How to Forgive Someone
Christian Counselor Spokane
As many of us walk through life we are rarely met with actual choices. In theory, we must make hundreds or maybe thousands of choices daily or on a weekly basis, but in application, many of the impasses we encounter have already been decided.
In theory, you had a choice to wake up this morning. In reality, the choice was already made. Did you consciously make the choice when you heard the bells in the morning? Or maybe it was when you set the alarm?
More than likely the choice was made months or even many years ago. More than likely, it was a series of choices that created a habit. It was probably the culmination of choices your parents made for you, motivation stemming from making money, being respected, being independent, etc.
For most of us, the task of making a real choice is a complicated business. We consult, we discuss, we decide, we undecide, we narrow down the options, we assess, we reassess, we become discouraged, we become impulsive, we become indecisive, we eventually decide, or the decision is made for us.
The decision to forgive is often the most inconvenient and disconcerting choice people face. We can be the judge, jury, and executioner in our own institution of discerning the merit of how and if we should extend the apology. We are tabulators of worthiness and emotional accountants of appeals. The choice to forgive is one of the most authentic and pure decisions a person can experience.
The act of forgiveness in its most simple form is an exchange of words between two people. Beyond that, the complexity and convolution grow exponentially. However, the act of forgiveness stays the same. It is a gift, a prayer, it is a choice.
Deep in the mind of every person is a garden hidden from the world that consists of a labyrinth of memories, bitterness, resentment, and acrimony. Deep within this garden we find a person’s historical landscape filled with the pain and affliction that builds over a lifetime.
The time we weren’t invited, the time we found out that our friend was gossiping about us, the time someone forced us into a corner. Our mind registers social rejection similarly to the way it catalogs physical pain. This includes trauma, complex trauma, all forms of abuse, etc. Our mind stores this vital information to safeguard ourselves from future attacks.
The unfortunate part is that our mind becomes our enemy, and we eventually linger in these areas of pain and they become part of our identity. We allow ourselves to indulge in the hurt inflicted on us. Our hurt becomes an endless cycle of being tortured and becoming the torturer. People often say things like “how could you hurt your kids? Weren’t you abused as a kid?”

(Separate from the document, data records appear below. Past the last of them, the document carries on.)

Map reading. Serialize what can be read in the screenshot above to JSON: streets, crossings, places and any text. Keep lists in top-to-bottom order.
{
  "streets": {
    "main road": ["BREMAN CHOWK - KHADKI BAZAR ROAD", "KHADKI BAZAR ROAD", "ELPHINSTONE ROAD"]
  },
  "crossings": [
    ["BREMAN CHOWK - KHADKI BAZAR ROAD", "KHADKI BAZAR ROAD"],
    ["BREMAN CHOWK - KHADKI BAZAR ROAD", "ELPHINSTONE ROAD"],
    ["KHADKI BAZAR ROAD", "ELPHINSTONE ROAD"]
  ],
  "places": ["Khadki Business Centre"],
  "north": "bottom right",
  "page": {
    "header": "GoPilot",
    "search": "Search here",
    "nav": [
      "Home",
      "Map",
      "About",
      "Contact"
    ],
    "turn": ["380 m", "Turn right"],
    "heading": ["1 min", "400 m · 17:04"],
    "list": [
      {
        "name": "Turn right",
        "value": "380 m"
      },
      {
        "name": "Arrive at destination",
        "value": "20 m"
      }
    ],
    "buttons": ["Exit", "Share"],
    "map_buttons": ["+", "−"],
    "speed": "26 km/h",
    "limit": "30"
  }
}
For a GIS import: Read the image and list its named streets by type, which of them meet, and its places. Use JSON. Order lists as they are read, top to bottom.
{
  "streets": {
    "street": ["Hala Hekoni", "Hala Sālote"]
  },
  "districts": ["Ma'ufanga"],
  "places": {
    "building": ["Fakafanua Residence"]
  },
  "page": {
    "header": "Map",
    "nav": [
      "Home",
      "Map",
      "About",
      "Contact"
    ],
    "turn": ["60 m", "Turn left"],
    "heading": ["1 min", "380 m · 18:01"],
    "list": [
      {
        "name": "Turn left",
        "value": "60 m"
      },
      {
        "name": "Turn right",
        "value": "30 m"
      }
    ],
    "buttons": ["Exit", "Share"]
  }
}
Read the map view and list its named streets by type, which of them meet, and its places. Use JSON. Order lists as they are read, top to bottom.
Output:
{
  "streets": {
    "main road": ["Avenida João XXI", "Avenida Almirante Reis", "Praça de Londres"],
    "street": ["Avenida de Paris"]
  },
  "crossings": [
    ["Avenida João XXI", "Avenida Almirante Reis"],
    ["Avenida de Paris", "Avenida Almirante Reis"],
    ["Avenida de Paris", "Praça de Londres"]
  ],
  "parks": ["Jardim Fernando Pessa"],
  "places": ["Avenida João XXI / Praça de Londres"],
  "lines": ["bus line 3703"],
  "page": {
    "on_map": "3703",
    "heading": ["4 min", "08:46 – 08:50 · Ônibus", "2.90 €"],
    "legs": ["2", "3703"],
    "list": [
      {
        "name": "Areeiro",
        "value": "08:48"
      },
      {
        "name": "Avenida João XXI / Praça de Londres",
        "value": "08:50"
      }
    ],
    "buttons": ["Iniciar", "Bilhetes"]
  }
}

They are dumbfounded by the concept that a person who was victimized in a certain way could eventually victimize others in the mirror conditions as themselves. The truth is that the farthest place from being tortured is being the torturer. We decide without deciding and a choice is made.
It is with this unconscious choice that we begin to give up freedom in our lives, and we allow ourselves to be held captive by the choices of others. The choice to heal and grow is always within our grasp though. No matter the hurt inflicted, no matter the darkness that has been the backdrop of your life. The power to heal is within.
When forgiveness is not as simple as an exchange between two people, and your historical hurt is immeasurably interlaced and problematic where do you turn? Forgiveness can appear like defeat, it can feel like letting the person off the hook, it doesn’t feel like justice, and it sure doesn’t feel like the right thing to do.
For many, it will never even appear as a choice. It will appear as the culmination of events in which you are the character who was victimized and never made whole. You deserve for that person to right their wrong. You deserve the ability to witness justice. You deserve to have your day in the sun. Or do you deserve to forgive the person or people who hurt you without a single-solitary apology extended?
The single most important decision you will ever make in your life will be accepting Jesus into your life. The second most important decision will be your ability to forgive.
When you recite the Lord’s prayer you ask him for the help to forgive. Not to love. Not to work harder. Not for him to carry out justice on your enemies. You ask him to help you forgive as He forgives. Unconditional forgiveness. Forgiveness is manifested love, and when you love God’s light shines on you.
The act of forgiving can be as simple as “I accept your apology”, “I forgive you”, or a small prayer in which we lift our forgiveness to the lord. Often though I hear people talking about the concept of forgiving and forgetting. The concept of forgiveness and being able to forget is flawed.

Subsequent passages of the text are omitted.